# RECORDS FOR THIS TASK
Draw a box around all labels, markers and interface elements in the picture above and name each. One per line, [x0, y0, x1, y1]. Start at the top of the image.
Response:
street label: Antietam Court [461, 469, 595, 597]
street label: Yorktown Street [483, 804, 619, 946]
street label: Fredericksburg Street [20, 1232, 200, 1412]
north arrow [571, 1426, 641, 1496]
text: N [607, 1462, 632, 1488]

* * *

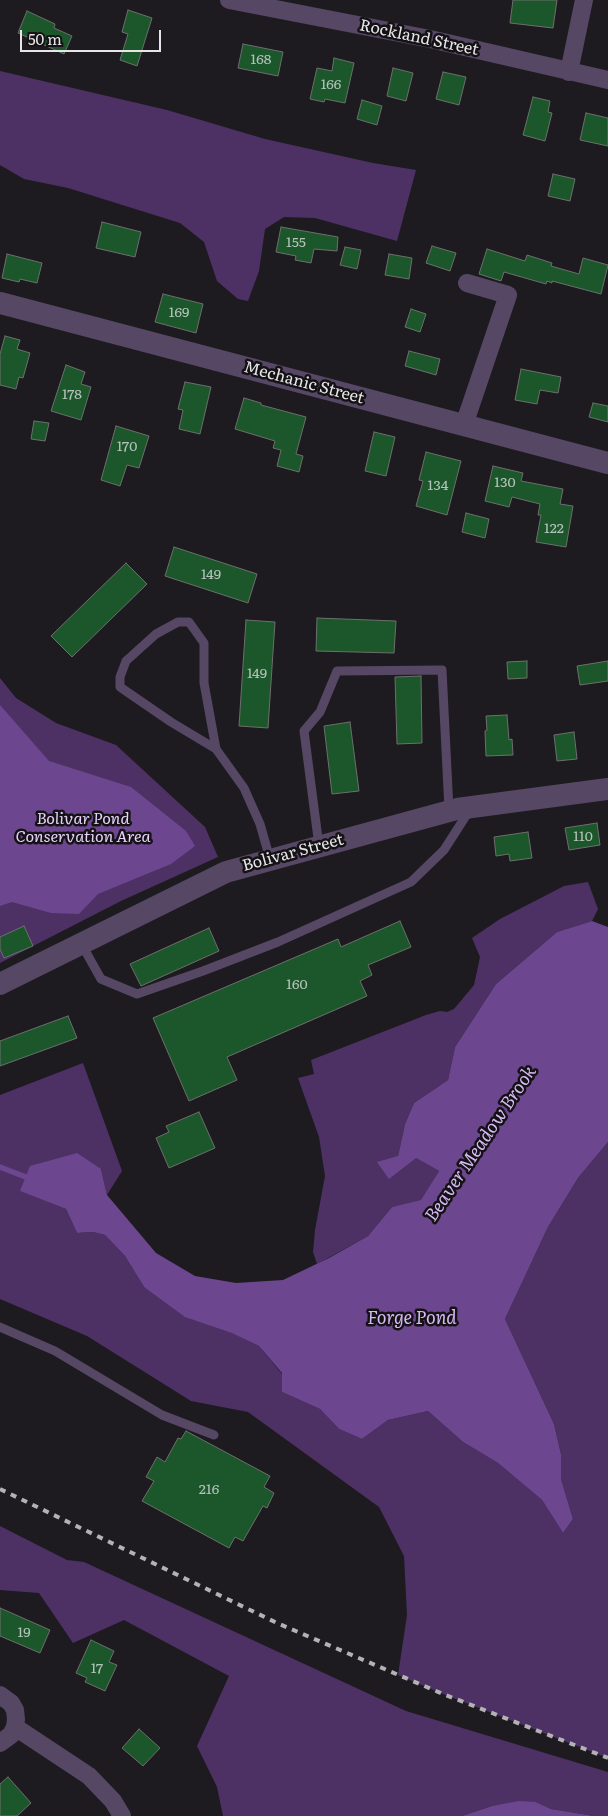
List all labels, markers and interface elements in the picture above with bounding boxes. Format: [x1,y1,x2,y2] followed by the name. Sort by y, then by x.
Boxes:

# WHAT TO DO
Return each line of the material above in which the string "markers" appears.

# RESULT BELOW
Draw a box around all labels, markers and interface elements in the picture above and name each. One per line, [x0, y0, x1, y1]. Start at the top of the image.
List all labels, markers and interface elements in the picture above with bounding boxes. Format: [x1,y1,x2,y2] followed by the name. Sort by y, then by x.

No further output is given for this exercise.